With five home debutants, and a new captain at the helm, judgement should not be rushed. A greater poise will be required today in the second leg of the two-game series at the Grange if the hosts are to prevail, though.
Murphy will savour the occasion but soak up the experience. At just 23, the opportunity beckons for the Northamptonshire wicket-keeper to solidify his position for years to come. One of the fresh intake of Anglo-Scots (he qualifies through his Glasgow-born mother), his performances on the winter tours to South Africa and Dubai were enough to convince his county employers of his worth, installing him as the designated successor to Niall O’Brien.
The incomparable Irishman offered his pretender an insight into the value of Associate cricket, enhancing his reputation with a series of striking shows at major tournaments. “I contacted Cricket Scotland when I was 15 or 16 before the qualification rules changed,” Murphy reveals. “But having Niall there and seeing the limelight he was able to create for himself through playing for Ireland made me see what the benefits are. He got the chance to show his skills at higher level and that’s something I’d like too.”

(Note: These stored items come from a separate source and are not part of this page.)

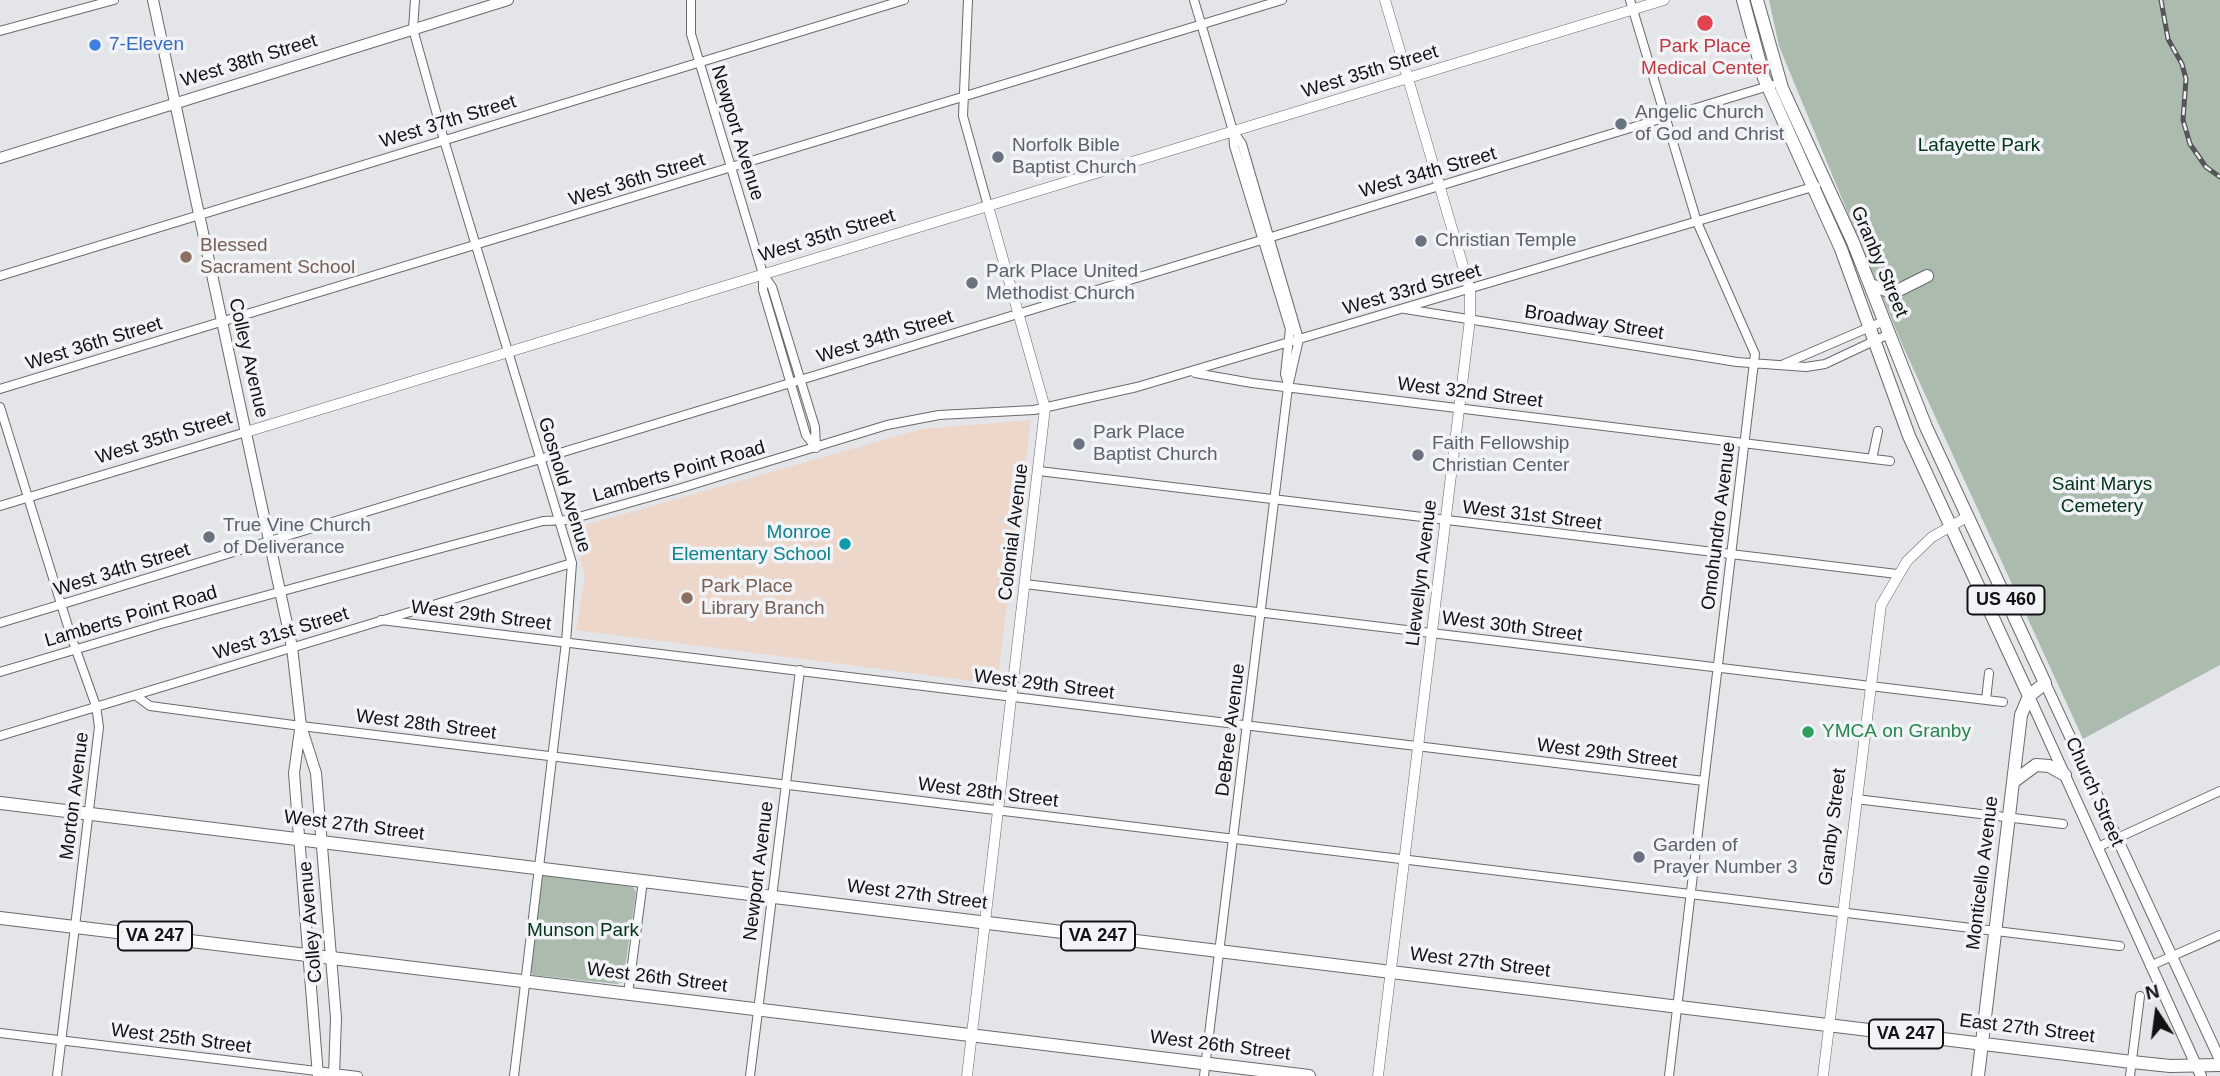 <!DOCTYPE html>
<style>
body{margin:0}
#map{position:relative;width:2220px;height:1076px;overflow:hidden;background:#e3e5e8;font-family:Helvetica,sans-serif}
canvas{display:block}
.north{position:absolute;left:2122px;top:978px;width:70px;height:70px;-webkit-text-stroke:5px #f1f3f6;paint-order:stroke;rotate:347deg;font-size:19px;font-weight:700;line-height:28px;text-align:center;color:#121213}
.north::after{content:'';display:block;margin:auto;width:24px;height:32px;background:#121213;clip-path:polygon(50% 0,100% 100%,50% 72%,0 100%)}
</style>
<div id="map">
<canvas width="2220" height="1076"></canvas>
<div class="north">N</div>
</div>
<script>
const ctx = document.querySelector('canvas').getContext('2d');
ctx.lineJoin = 'round';
function fillPath(path, color) { ctx.fillStyle = color; ctx.fill(path, 'evenodd'); }
const toPath = rows => new Path2D(rows.map(r => 'M' + r).join(''));
function stroke(path, color, width, dash) { ctx.strokeStyle = color; ctx.lineWidth = width; ctx.lineCap = dash ? 'butt' : 'round'; ctx.setLineDash(dash || []); ctx.stroke(path); }
function drawText(font, color, halo, rows, align = 'center') {
  ctx.font = font + ' Helvetica,sans-serif'; ctx.lineWidth = 7; ctx.setLineDash([]); ctx.textBaseline = 'middle'; ctx.strokeStyle = halo; ctx.fillStyle = color; for (const [text, x, y, turn = 0] of rows) {
    ctx.save(); ctx.translate(x, y); ctx.rotate((+turn || 0) * Math.PI / 180); ctx.textAlign = isNaN(turn) ? turn : align; if (halo) ctx.strokeText(text, 0, 0); ctx.fillText(text, 0, 0); ctx.restore();
  }
}
const education = toPath([
 [1031,420,997,684,576,630,585,577,572,529,922,429]
]);
const green = toPath([
 [1769,0,2220,0,2220,665,2083,739,1902,344,1779,46],
 [545,874,633,887,636,892,623,982,617,984,533,975,530,970,542,876]
]);
const minor = toPath([
 [415,0,413,29,444,140,572,563,566,642,514,1076],
 [691,0,691,34,763,274,763,290,806,435,816,448],
 [968,0,963,116,988,206],
 [1194,0,1233,131,1234,146,1290,329,1285,374,1288,384],
 [1630,0,1697,222,1755,354,1669,1076],
 [0,31,114,0],
 [763,274,772,287,798,372,815,427,816,448],
 [0,276,904,0],
 [1405,309,1737,362,1806,367,1825,364,1889,334],
 [1784,364,1884,321],
 [1195,373,1252,383,1890,461],
 [0,389,1282,0],
 [0,407,71,636,96,706,99,727,57,1076],
 [1872,459,1878,431],
 [1039,471,1897,574],
 [0,506,246,432],
 [1025,584,2003,702],
 [381,620,1704,781],
 [0,623,1772,85],
 [0,672,161,624,438,549,543,521,568,520,678,489,887,425,939,415,1034,410,1137,387,1816,186],
 [135,695,150,706,301,726,2120,946],
 [1986,700,1989,673],
 [0,736,572,563],
 [1856,799,2063,824],
 [2098,847,2220,791],
 [2150,966,2220,935],
 [628,994,643,881],
 [0,1033,358,1076],
 [750,1076,800,670],
 [1204,1076,1288,387,1299,339,1242,144,1233,131],
 [2130,1076,2140,996]
]);
const tertiary = toPath([
 [246,432,1664,0],
 [967,1076,1045,408,988,206],
 [1378,1076,1470,319,1470,290,1385,0],
 [1823,1076,1881,605,1907,561,1932,537,1967,517]
]);
const secondary = toPath([
 [153,0,292,647,301,726,316,773,336,1018,334,1076],
 [0,158,508,0],
 [2045,683,2220,1060],
 [2029,696,2201,1076],
 [300,730,294,773,318,1076]
]);
const primary = toPath([
 [1743,0,1764,78,1841,249,1909,436,2029,696],
 [1757,0,1782,88,1853,242,1926,427,2045,683,2029,696,2021,715,1978,1076],
 [1870,285,1886,290,1899,290,1927,276],
 [2013,782,2036,765,2049,766,2065,775],
 [0,803,2132,1062,2170,1066,2220,1065],
 [0,918,1309,1076]
]);
const rail = toPath([
 [2161,0,2168,39,2182,64,2186,79,2183,120,2190,144,2206,167,2220,177]
]);
const markers = [
 [1705,23,9,"#e0444e"],
 [95,45,7,"#3f7fe0"],
 [1621,124,7,"#6b7280"],
 [998,157,7,"#6b7280"],
 [1421,241,7,"#6b7280"],
 [186,257,7,"#8d6e63"],
 [972,283,7,"#6b7280"],
 [1079,444,7,"#6b7280"],
 [1418,455,7,"#6b7280"],
 [209,537,7,"#6b7280"],
 [845,544,7,"#0f9aa8"],
 [687,598,7,"#8d6e63"],
 [1808,732,7,"#2e9e5b"],
 [1639,857,7,"#6b7280"]
];
const shields = [
 [2006,600,77],
 [155,936,74],
 [1098,936,74],
 [1906,1034,74]
];
const shieldNames = [
 ["US 460",2006,600],
 ["VA 247",155,936],
 ["VA 247",1098,936],
 ["VA 247",1906,1034]
];
const shopNames = [
 ["7-Eleven",109,45]
];
const healthNames = [
 ["Park Place",1705,47],
 ["Medical Center",1705,69]
];
const streetNames = [
 ["West 38th Street",249,61,-17],
 ["West 35th Street",1370,72,-17],
 ["West 37th Street",448,122,-17],
 ["Newport Avenue",737,133,73],
 ["West 34th Street",1428,173,-16],
 ["West 36th Street",637,180,-17],
 ["West 35th Street",827,236,-17],
 ["Granby Street",1879,262,67],
 ["West 33rd Street",1412,290,-16],
 ["Broadway Street",1594,323,9],
 ["West 34th Street",885,337,-17],
 ["West 36th Street",94,344,-17],
 ["Colley Avenue",248,358,77],
 ["West 32nd Street",1470,393,7],
 ["West 35th Street",164,438,-17],
 ["Lamberts Point Road",679,472,-16],
 ["Gosnold Avenue",564,485,73],
 ["West 31st Street",1532,516,7],
 ["Omohundro Avenue",1719,526,-83],
 ["Colonial Avenue",1014,532,-83],
 ["West 34th Street",122,570,-17],
 ["Llewellyn Avenue",1422,573,-83],
 ["West 29th Street",481,616,7],
 ["Lamberts Point Road",131,617,-16],
 ["West 30th Street",1512,627,7],
 ["West 31st Street",281,634,-17],
 ["West 29th Street",1044,685,7],
 ["West 28th Street",426,725,7],
 ["DeBree Avenue",1231,730,-83],
 ["West 29th Street",1607,754,7],
 ["Church Street",2094,792,66],
 ["West 28th Street",988,793,7],
 ["Morton Avenue",75,796,-83],
 ["West 27th Street",354,826,7],
 ["Granby Street",1833,827,-83],
 ["Newport Avenue",759,871,-83],
 ["Monticello Avenue",1983,873,-83],
 ["West 27th Street",917,895,7],
 ["Colley Avenue",311,922,-95],
 ["West 27th Street",1480,963,7],
 ["West 26th Street",657,978,7],
 ["East 27th Street",2027,1029,7],
 ["West 25th Street",181,1039,7],
 ["West 26th Street",1220,1046,7]
];
const worshipNames = [
 ["Angelic Church",1635,113],
 ["of God and Christ",1635,135],
 ["Norfolk Bible",1012,146],
 ["Baptist Church",1012,168],
 ["Christian Temple",1435,241],
 ["Park Place United",986,272],
 ["Methodist Church",986,294],
 ["Park Place",1093,433],
 ["Baptist Church",1093,455],
 ["Faith Fellowship",1432,444],
 ["Christian Center",1432,466],
 ["True Vine Church",223,526],
 ["of Deliverance",223,548],
 ["Garden of",1653,846],
 ["Prayer Number 3",1653,868]
];
const parkNames = [
 ["Lafayette Park",1979,146],
 ["Saint Marys",2102,485],
 ["Cemetery",2102,507],
 ["Munson Park",583,931]
];
const educationNames = [
 ["Blessed",200,246],
 ["Sacrament School",200,268],
 ["Park Place",701,587],
 ["Library Branch",701,609]
];
const cultureNames = [
 ["Monroe",831,533],
 ["Elementary School",831,555]
];
const leisureNames = [
 ["YMCA on Granby",1822,732]
];
fillPath(education, '#edd6ca');
fillPath(green, '#abbcaf');
stroke(minor, '#686a6d', 10);
stroke(tertiary, '#686a6d', 11);
stroke(secondary, '#686a6d', 12);
stroke(primary, '#686a6d', 14);
stroke(minor, '#fff', 8);
stroke(tertiary, '#fff', 10);
stroke(secondary, '#fff', 10);
stroke(primary, '#fff', 12);
stroke(rail, '#545556', 5);
stroke(rail, '#f1f3f6', 2.5, [8]);
for (const [x, y, r, color] of markers) { const dot = new Path2D(); dot.arc(x, y, r, 0, 2 * Math.PI); ctx.fillStyle = color; ctx.fill(dot); stroke(dot, '#f1f3f6', 2.5); }
for (const [x, y, w] of shields) { const box = new Path2D(); box.roundRect(x - w / 2, y - 14.5, w, 29, 5); ctx.fillStyle = '#f1f3f6'; ctx.fill(box); stroke(box, '#121213', 2); }
drawText('bold 18px', '#121213', null, shieldNames);
drawText('19px', '#366cbe', '#f1f3f6', shopNames, 'left');
drawText('19px', '#be3a42', '#f1f3f6', healthNames);
drawText('19px', '#121213', '#f1f3f6', streetNames);
drawText('19px', '#5b616d', '#f1f3f6', worshipNames, 'left');
drawText('19px', '#033419', '#f1f3f6', parkNames);
drawText('19px', '#785e54', '#f1f3f6', educationNames, 'left');
drawText('19px', '#0d838f', '#f1f3f6', cultureNames, 'right');
drawText('19px', '#27864d', '#f1f3f6', leisureNames, 'left');
</script>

Much will depend on Scotland’s progress, and whether they can fight their way through to the next World Cup with a promising, if untested, young nucleus under Kyle Coetzer’s captaincy. Two days ago, the Saltires bowling was adroit, their fielding precise. Yet their batting timid and wasteful and it cost them dear.

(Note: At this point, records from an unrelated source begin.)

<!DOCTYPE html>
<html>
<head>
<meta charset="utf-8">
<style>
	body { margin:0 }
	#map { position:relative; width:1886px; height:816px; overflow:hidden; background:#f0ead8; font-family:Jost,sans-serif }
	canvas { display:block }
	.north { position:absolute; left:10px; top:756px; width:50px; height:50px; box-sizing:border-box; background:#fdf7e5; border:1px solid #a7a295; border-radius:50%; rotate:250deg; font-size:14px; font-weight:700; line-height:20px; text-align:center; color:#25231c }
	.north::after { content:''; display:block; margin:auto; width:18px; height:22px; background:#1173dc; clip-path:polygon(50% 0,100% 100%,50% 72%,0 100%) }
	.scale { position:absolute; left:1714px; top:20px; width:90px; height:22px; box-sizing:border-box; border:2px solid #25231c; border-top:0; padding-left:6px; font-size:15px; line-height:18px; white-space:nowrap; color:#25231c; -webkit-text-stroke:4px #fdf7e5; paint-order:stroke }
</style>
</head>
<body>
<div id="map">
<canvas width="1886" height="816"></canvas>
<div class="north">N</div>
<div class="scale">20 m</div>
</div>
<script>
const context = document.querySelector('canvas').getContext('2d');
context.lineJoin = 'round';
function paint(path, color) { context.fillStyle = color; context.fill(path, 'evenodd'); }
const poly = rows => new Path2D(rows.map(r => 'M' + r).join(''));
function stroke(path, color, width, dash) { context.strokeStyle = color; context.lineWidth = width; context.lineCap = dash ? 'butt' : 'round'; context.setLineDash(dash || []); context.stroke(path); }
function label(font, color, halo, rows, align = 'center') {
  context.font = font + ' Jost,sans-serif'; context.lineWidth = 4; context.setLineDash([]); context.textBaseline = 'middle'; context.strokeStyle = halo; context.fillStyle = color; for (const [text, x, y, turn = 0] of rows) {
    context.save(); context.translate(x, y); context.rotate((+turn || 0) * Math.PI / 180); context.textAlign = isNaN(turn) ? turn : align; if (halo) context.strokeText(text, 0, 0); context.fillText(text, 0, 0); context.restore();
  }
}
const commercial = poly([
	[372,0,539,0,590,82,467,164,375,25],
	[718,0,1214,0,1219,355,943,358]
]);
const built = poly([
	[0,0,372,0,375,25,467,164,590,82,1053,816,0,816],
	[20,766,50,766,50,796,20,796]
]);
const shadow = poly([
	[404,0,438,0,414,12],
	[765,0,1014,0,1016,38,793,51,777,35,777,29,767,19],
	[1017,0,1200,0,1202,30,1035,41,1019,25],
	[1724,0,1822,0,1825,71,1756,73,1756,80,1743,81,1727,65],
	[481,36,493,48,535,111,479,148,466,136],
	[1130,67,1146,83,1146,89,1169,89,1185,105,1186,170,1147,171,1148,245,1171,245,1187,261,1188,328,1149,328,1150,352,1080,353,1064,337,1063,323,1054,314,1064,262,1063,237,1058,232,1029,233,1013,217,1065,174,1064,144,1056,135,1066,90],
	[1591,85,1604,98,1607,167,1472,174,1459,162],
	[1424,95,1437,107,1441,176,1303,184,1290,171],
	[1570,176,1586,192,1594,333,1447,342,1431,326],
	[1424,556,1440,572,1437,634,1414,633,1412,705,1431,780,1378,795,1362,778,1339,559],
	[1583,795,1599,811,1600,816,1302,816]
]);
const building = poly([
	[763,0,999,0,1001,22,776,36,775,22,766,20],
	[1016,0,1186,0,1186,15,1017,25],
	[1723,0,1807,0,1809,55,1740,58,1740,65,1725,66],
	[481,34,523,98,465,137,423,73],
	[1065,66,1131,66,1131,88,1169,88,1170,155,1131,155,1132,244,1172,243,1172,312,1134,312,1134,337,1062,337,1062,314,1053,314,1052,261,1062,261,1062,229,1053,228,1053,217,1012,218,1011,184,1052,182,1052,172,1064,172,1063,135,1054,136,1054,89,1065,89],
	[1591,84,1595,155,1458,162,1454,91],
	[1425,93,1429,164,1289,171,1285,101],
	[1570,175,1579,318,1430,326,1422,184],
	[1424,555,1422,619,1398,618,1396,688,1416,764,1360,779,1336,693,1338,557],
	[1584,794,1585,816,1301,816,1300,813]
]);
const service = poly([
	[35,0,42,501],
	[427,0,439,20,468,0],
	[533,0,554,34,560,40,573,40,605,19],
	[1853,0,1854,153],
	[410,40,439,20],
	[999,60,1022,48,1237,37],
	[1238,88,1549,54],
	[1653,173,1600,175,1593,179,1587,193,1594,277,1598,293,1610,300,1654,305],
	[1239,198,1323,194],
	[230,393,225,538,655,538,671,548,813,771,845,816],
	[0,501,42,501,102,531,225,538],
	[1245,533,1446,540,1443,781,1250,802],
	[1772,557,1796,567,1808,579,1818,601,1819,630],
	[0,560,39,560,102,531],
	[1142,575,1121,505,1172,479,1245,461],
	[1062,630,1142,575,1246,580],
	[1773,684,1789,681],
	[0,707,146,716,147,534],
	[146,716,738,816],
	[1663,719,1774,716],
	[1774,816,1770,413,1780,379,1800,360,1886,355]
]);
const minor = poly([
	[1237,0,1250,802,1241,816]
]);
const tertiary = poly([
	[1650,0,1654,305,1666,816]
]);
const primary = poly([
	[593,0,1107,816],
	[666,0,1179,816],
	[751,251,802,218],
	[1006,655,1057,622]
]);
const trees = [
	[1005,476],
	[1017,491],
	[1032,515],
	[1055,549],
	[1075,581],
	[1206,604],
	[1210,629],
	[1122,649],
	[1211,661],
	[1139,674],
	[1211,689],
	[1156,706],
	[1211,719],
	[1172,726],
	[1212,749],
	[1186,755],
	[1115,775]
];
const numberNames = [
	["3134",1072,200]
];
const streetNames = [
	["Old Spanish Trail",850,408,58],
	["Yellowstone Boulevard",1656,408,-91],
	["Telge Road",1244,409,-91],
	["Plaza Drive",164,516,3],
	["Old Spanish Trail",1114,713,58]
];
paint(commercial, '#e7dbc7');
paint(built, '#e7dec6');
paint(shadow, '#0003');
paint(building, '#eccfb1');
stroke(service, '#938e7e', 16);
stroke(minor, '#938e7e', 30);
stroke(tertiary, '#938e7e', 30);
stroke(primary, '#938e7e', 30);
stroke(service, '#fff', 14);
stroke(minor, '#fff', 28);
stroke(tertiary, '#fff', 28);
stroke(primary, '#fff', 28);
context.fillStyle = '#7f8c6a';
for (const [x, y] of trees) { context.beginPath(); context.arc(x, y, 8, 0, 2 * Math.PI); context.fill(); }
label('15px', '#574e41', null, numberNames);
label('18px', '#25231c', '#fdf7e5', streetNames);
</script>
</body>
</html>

With that in mind, it would be no shock if Neil Carter is jettisoned this morning in favour of Warwickshire prospect Freddie Coleman who has displayed immense promise. “We just need more impetus in the middle,” acknowledged Coetzer.
“I thought we did a pretty decent job keeping them down to 230 on what wasn’t a bad wicket,” Murphy added. “It did turn a bit more and they’ve got the best unorthodox spinner in the world (in Saeed Ajmal, pictured left) so it was always going to be difficult. But I felt we should have made a better effort. We lost wickets at bad times and that stopped us building partnerships.
“We had one 50 partnership. We targeted one 100 partnership and two 50 ones. If we’d done that, we’d have won but we now need to take those chances second time around and put in a better batting performance.”
The man behind the stumps plans to make a contribution of his own. “Murph’s a great gloveman, exceptional standing up,” says Coetzer. However modern keepers can no longer be fielding specialists. Runs are an obligatory supplement. “At most of the levels I’ve played at, I’ve been viewed as a batsman,” the newcomer states. “My keeping is a help but I want to contribute runs and help Scotland win games.”
It would help Coetzer’s cause no end as he tries to fashion a squad in his mould. Murphy has played with the Aberdonian for almost two years and he has no doubts over his capacity to craft a revival act.
“Any side I’ve played in with Kyle, he’s always been seen as a leader,” he affirms. “He’s never shy to raise those points he feels could help the team. And he’s had a long and distinguished career with Scotland so this is a natural progression for him really.” Onwards, upwards, now to Round 2.